Cristina Figueira, digital account manager da Azerion, empresa que gere a comercialização de publicidade em plataformas e jogos, incluindo o TikTok, nota que a rede social está a crescer por estes dias e que a faixa etária dos utilizadores também está a mudar. “Tem vindo a crescer em tráfego e utilizadores e o perfil mudou também ligeiramente, talvez pela situação que estamos a viver, e também porque esta é uma dinâmica que agrada aos adultos.” Comparando com janeiro, a empresa nota já um aumento de tráfego de 30%.
Se inicialmente o conceito do TikTok causava alguma estranheza e curiosidade entre os adultos, rapidamente as coisas mudaram. Cristina Figueira nota que já desde o final de dezembro que foi notada uma mudança. “Antes achavam estranho, mas agora já há muitos adultos a participar. Primeiro para perceber o que é que os miúdos estão a fazer e depois porque a demografia também mudou.”
A responsável da Azerion detalha que, em Portugal, o TikTok é uma rede social mais feminina: “Temos cerca de 34% [de utilizadores] entre os 14 e os 18 anos e 39% dos 19 aos 24 anos”, avança Cristina Figueira, mencionando dados de fevereiro deste ano. A faixa etária começa a mudar, contrariando as ideias de que o TikTok era apenas uma moda entre os adolescentes.

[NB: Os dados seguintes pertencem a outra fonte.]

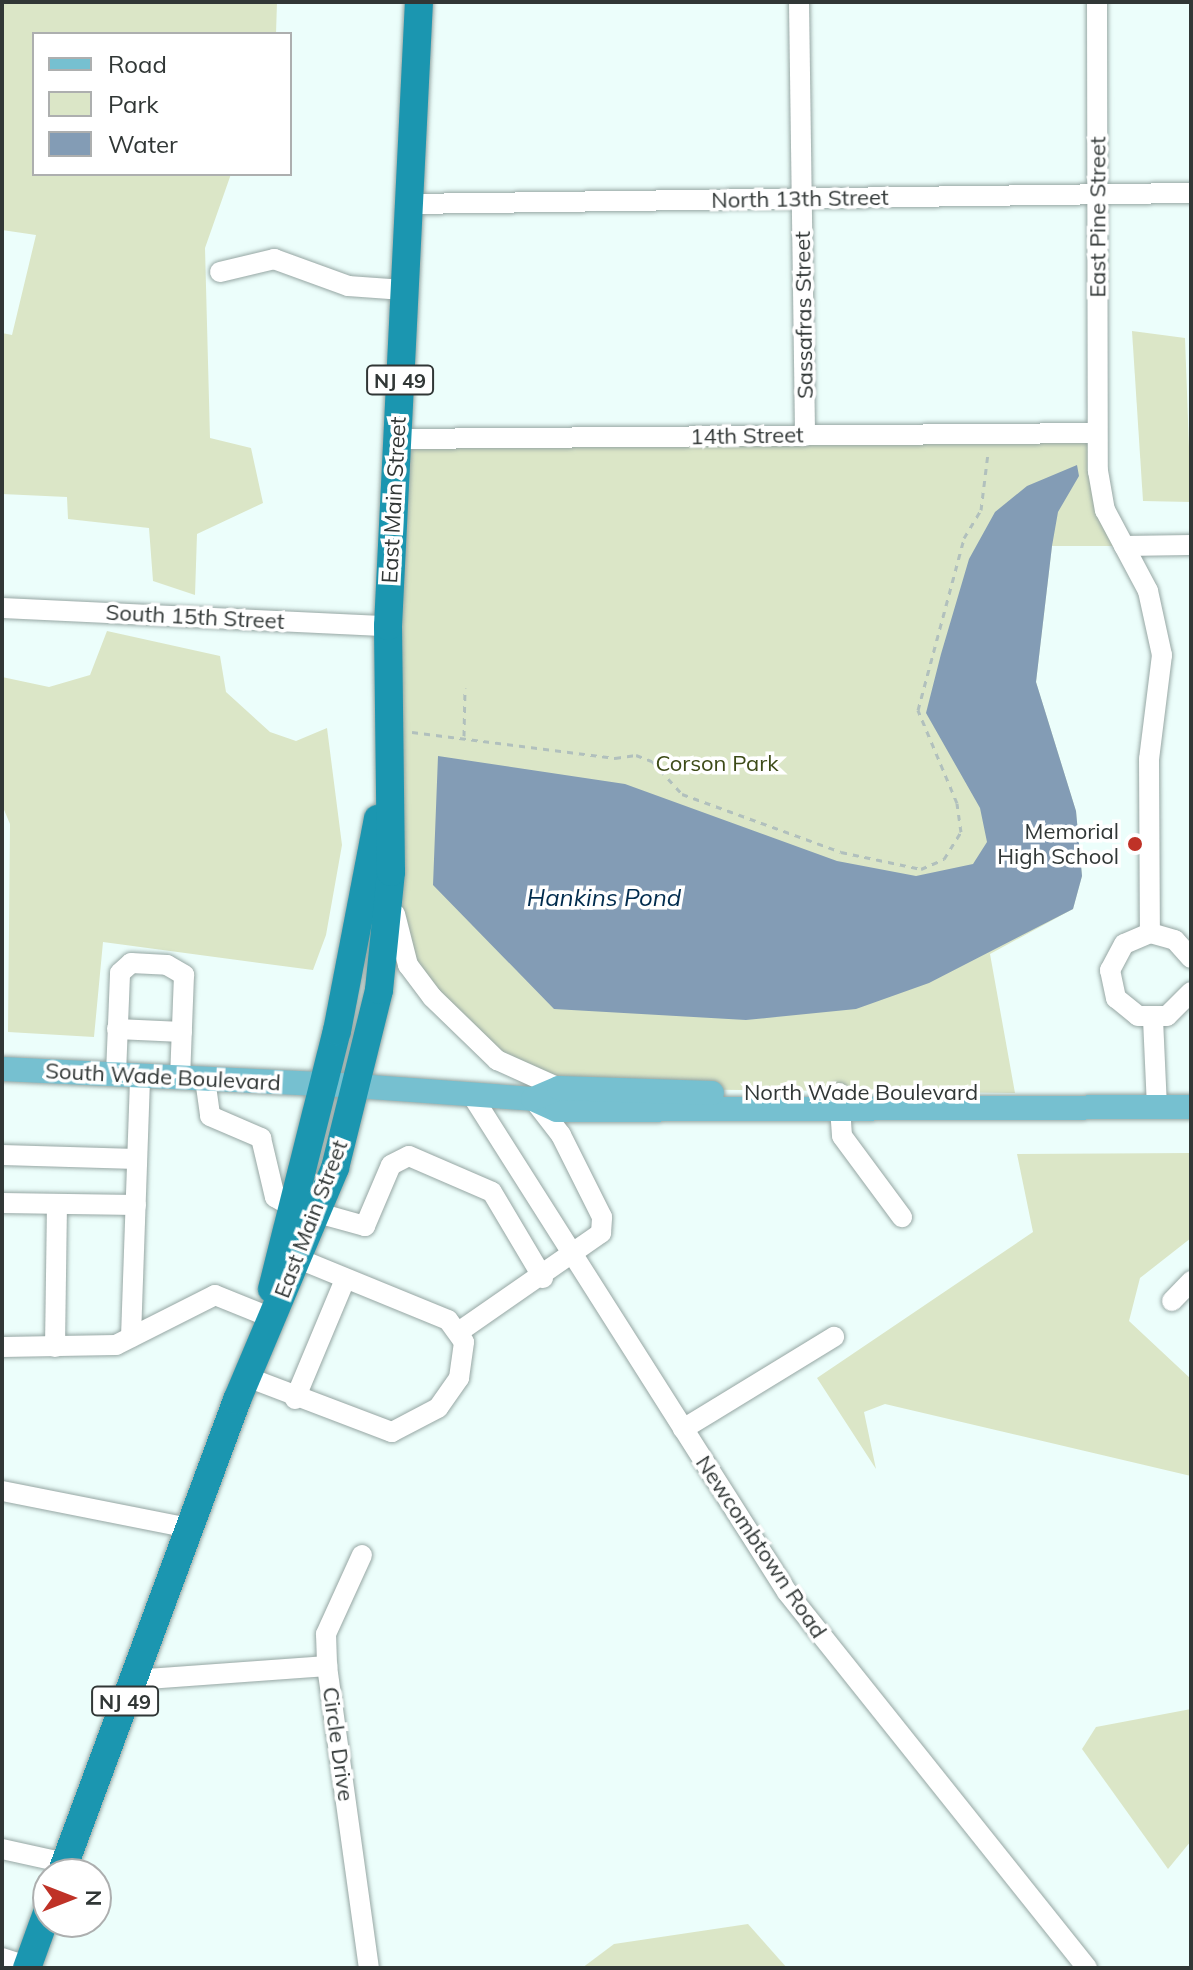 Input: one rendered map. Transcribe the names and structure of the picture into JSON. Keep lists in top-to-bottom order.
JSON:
{
  "streets": {
    "highway": ["NJ 49", "East Main Street"],
    "main road": ["South Wade Boulevard", "North Wade Boulevard"],
    "street": [
      "North 13th Street",
      "East Pine Street",
      "Sassafras Street",
      "14th Street",
      "South 15th Street",
      "Newcombtown Road",
      "Circle Drive"
    ]
  },
  "crossings": [
    ["North 13th Street", "East Pine Street"],
    ["North 13th Street", "Sassafras Street"],
    ["North 13th Street", "East Main Street"],
    ["East Pine Street", "14th Street"],
    ["Sassafras Street", "14th Street"],
    ["14th Street", "East Main Street"],
    ["East Main Street", "South 15th Street"],
    ["East Main Street", "South Wade Boulevard"],
    ["East Main Street", "North Wade Boulevard"],
    ["East Main Street", "Circle Drive"],
    ["South Wade Boulevard", "North Wade Boulevard"],
    ["North Wade Boulevard", "Newcombtown Road"]
  ],
  "water": ["Hankins Pond"],
  "parks": ["Corson Park"],
  "places": ["Memorial High School"],
  "legend": ["Road", "Park", "Water"],
  "north": "right"
} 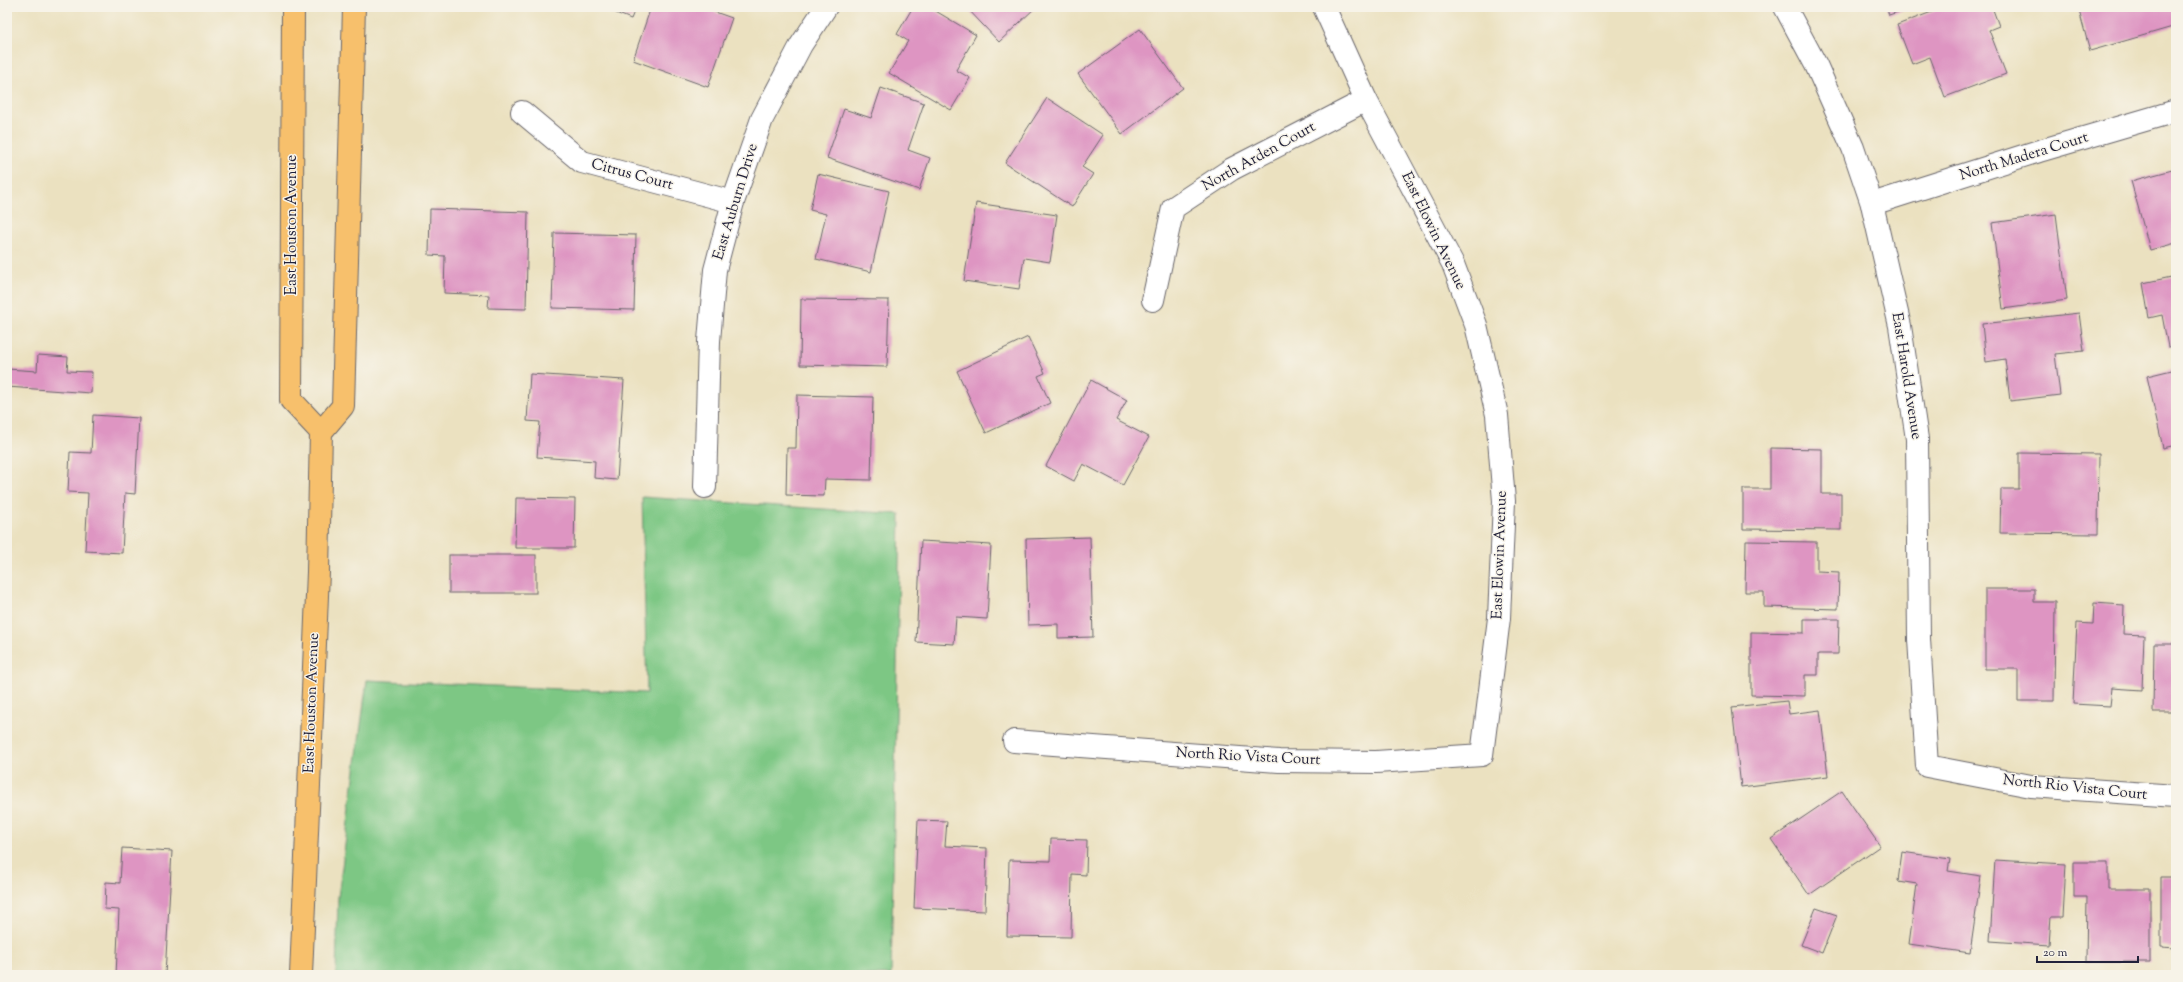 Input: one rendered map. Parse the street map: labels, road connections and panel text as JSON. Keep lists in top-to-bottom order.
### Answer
{
  "streets": {
    "main road": ["East Houston Avenue"],
    "street": [
      "North Arden Court",
      "North Madera Court",
      "Citrus Court",
      "East Auburn Drive",
      "East Elowin Avenue",
      "East Harold Avenue",
      "North Rio Vista Court"
    ]
  },
  "crossings": [
    ["North Arden Court", "East Elowin Avenue"],
    ["North Madera Court", "East Harold Avenue"],
    ["Citrus Court", "East Auburn Drive"],
    ["East Elowin Avenue", "North Rio Vista Court"],
    ["East Harold Avenue", "North Rio Vista Court"]
  ],
  "scale_bar": "20 m"
}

A partir do momento em que a rede social chinesa começa a atrair utilizadores também começa a atrair marcas, interessadas nas plataformas onde o público está. Na última década isto tem acontecido com as plataformas digitais – primeiro com o YouTube e Facebook e, mais tarde, com o Instagram. “Há marcas a apostar no TikTok como sendo uma comunicação estratégica para atingir os targets”, explica Cristina Figueira, exemplificando com marcas do setor alimentar, da área da tecnologia, entretenimento e também as operadoras móveis.

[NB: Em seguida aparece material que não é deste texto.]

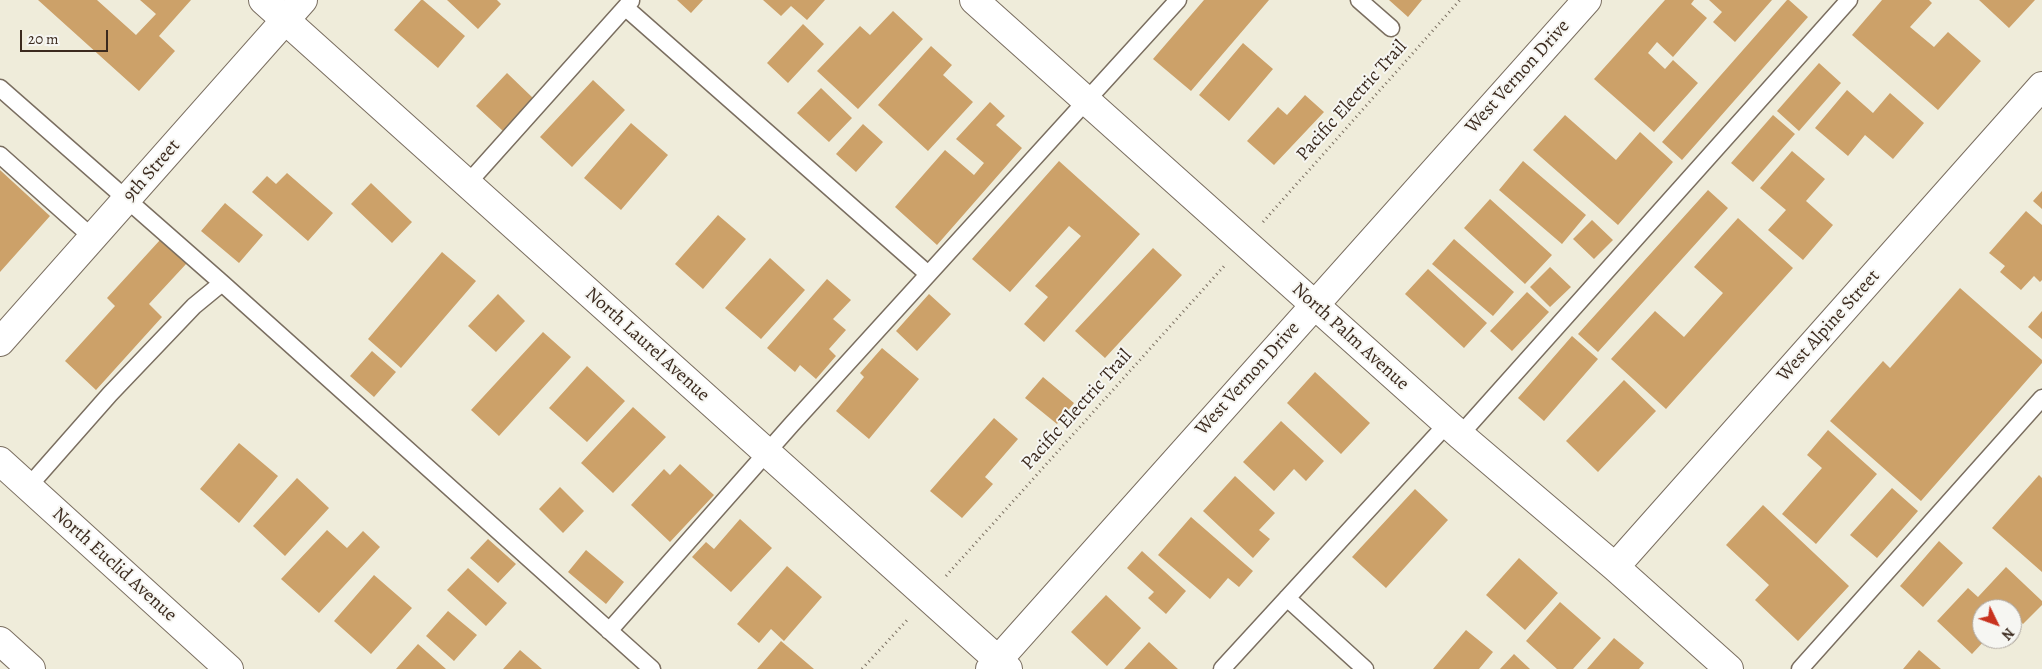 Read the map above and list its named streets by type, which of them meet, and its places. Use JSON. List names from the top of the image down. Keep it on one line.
{"streets":{"street":["West Vernon Drive","9th Street","West Alpine Street","North Palm Avenue","North Laurel Avenue","North Euclid Avenue"],"path":["Pacific Electric Trail"]},"crossings":[["West Vernon Drive","North Palm Avenue"],["West Vernon Drive","North Laurel Avenue"],["9th Street","North Laurel Avenue"],["West Alpine Street","North Palm Avenue"]],"scale_bar":"20 m","north":"bottom right"}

“Estão a pedir-nos mais campanhas para o TikTok, porque sabem que as pessoas estão a usar mais a plataforma”, explica a responsável da Azerion, que gere campanhas em várias plataformas. “O entretenimento está a crescer exponencialmente e é um ambiente onde não há notícia [sobre o vírus], que as pessoas já estão a ficar um bocadinho cansadas. Na área do entretenimento estão mais recetivas para receber publicidade porque estão mais descontraídas”, explica.

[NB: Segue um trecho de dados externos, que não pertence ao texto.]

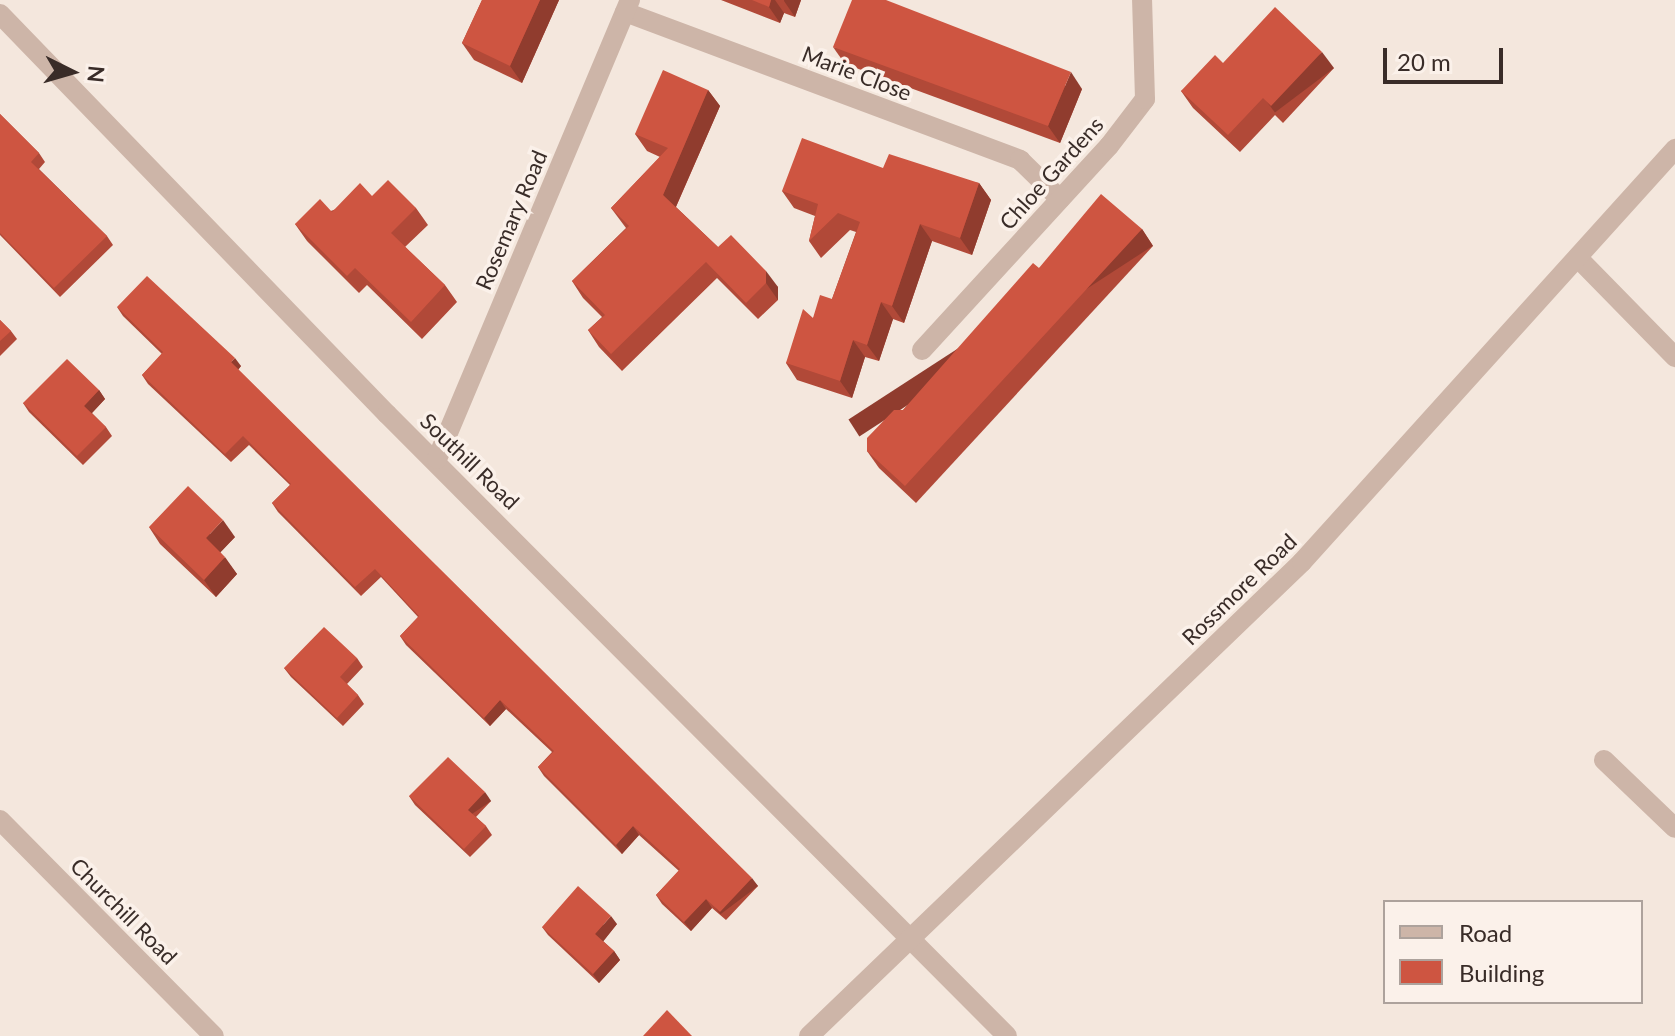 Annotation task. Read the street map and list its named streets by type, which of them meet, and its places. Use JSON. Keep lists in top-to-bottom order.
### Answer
{
  "streets": {
    "street": [
      "Marie Close",
      "Chloe Gardens",
      "Rosemary Road",
      "Southill Road",
      "Rossmore Road",
      "Churchill Road"
    ]
  },
  "crossings": [
    ["Marie Close", "Chloe Gardens"],
    ["Marie Close", "Rosemary Road"],
    ["Rosemary Road", "Southill Road"],
    ["Southill Road", "Rossmore Road"]
  ],
  "legend": ["Road", "Building"],
  "scale_bar": "20 m",
  "north": "right"
}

Mas criar para o TikTok não é o mesmo que desenvolver conteúdo para outras redes sociais. “Muitas vezes são campanhas mais curtas, com menos tempo de duração”, diz Cristina. Sérgio Meireis, da agência de criação de conteúdos Cheese Me, também destaca a criatividade como um ponto-chave para uma estratégia bem-sucedida no TikTok.
“As marcas que queiram estar presentes no TikTok têm de ter uma linha orientadora à sua presença. É um fenómeno onde é possível criar desafios e onde há tanta coisa que é possível fazer”, explica o business manager da Cheese Me. Ainda em 2019, a agência lisboeta criou uma área dedicada à representação digital de criadores de conteúdos no TikTok. “É um investimento e percebemos que tínhamos de alocar recursos para criar estratégias em TikTok”. Neste momento, a agência já tem 90 pessoas ativas em colaborações com marcas na rede social; no total, assegura a representação digital de cerca de 150 TikTokers – os criadores que trabalham este tipo de plataforma.
Para a agência, esta é uma rede social que chama já a atenção das marcas, numa altura em que os desafios feitos na app se tornam virais e o consumo de conteúdo digital aumentou. E há margem para crescimento, avisa. “É uma rede onde há muito consumo, e onde ainda faltam criadores”.
Sérgio Meireis explica que chama a atenção na rede social quem tem o “melhor perfil e conteúdo”, não fugindo à regra de outras plataformas. Em Portugal, explica que os criadores “crescem e com velocidade, há um crescimento muito rápido dos perfis”, mas que tal é “justificado com os conteúdos”, numa rede social que privilegia a criatividade e espontaneidade. A Chesse Me detalha que criar conteúdos para o TikTok exige outro tipo de conteúdos e que “a curadoria do conteúdo em TikTok é diferente da curadoria do YouTube”, por exemplo.
A agência não fala em valores de campanhas, por questões de confidencialidade, mas refere que se trata do “esforço associado à criatividade e desenvolvimento de conteúdo”. “A forma como tratamos a questão da remuneração é com muita seriedade, porque sabemos que aquela publicação pode chegar a milhares de pessoas mas antes teve um esforço grande do criador na área da criatividade.”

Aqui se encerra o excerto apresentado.